* WORK ITEM: Copy out every line of the data that follows, exactly.

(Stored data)

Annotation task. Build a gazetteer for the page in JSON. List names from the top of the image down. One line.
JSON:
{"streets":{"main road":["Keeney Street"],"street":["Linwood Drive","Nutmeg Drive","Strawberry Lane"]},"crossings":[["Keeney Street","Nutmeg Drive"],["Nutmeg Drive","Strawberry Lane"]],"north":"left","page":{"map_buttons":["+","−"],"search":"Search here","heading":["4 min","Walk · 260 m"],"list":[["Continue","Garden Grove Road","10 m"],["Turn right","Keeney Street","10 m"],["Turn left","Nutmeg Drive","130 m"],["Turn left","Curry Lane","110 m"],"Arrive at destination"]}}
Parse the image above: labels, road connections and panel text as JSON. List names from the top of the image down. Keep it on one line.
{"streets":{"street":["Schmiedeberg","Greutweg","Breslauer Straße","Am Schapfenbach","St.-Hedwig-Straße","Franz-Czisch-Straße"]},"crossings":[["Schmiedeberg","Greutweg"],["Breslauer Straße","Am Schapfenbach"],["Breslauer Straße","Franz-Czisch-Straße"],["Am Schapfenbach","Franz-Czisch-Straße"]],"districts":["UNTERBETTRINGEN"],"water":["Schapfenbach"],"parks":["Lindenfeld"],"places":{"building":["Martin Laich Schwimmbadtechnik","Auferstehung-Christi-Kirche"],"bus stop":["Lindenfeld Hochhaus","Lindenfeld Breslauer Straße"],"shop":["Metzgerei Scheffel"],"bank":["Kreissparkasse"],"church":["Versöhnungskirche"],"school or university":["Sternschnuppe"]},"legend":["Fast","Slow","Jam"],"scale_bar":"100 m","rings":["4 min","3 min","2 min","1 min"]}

* ANSWER FOR THIS EXERCISE:
Annotation task. Build a gazetteer for the page in JSON. List names from the top of the image down. One line.
JSON:
{"streets":{"main road":["Keeney Street"],"street":["Linwood Drive","Nutmeg Drive","Strawberry Lane"]},"crossings":[["Keeney Street","Nutmeg Drive"],["Nutmeg Drive","Strawberry Lane"]],"north":"left","page":{"map_buttons":["+","−"],"search":"Search here","heading":["4 min","Walk · 260 m"],"list":[["Continue","Garden Grove Road","10 m"],["Turn right","Keeney Street","10 m"],["Turn left","Nutmeg Drive","130 m"],["Turn left","Curry Lane","110 m"],"Arrive at destination"]}}
Parse the image above: labels, road connections and panel text as JSON. List names from the top of the image down. Keep it on one line.
{"streets":{"street":["Schmiedeberg","Greutweg","Breslauer Straße","Am Schapfenbach","St.-Hedwig-Straße","Franz-Czisch-Straße"]},"crossings":[["Schmiedeberg","Greutweg"],["Breslauer Straße","Am Schapfenbach"],["Breslauer Straße","Franz-Czisch-Straße"],["Am Schapfenbach","Franz-Czisch-Straße"]],"districts":["UNTERBETTRINGEN"],"water":["Schapfenbach"],"parks":["Lindenfeld"],"places":{"building":["Martin Laich Schwimmbadtechnik","Auferstehung-Christi-Kirche"],"bus stop":["Lindenfeld Hochhaus","Lindenfeld Breslauer Straße"],"shop":["Metzgerei Scheffel"],"bank":["Kreissparkasse"],"church":["Versöhnungskirche"],"school or university":["Sternschnuppe"]},"legend":["Fast","Slow","Jam"],"scale_bar":"100 m","rings":["4 min","3 min","2 min","1 min"]}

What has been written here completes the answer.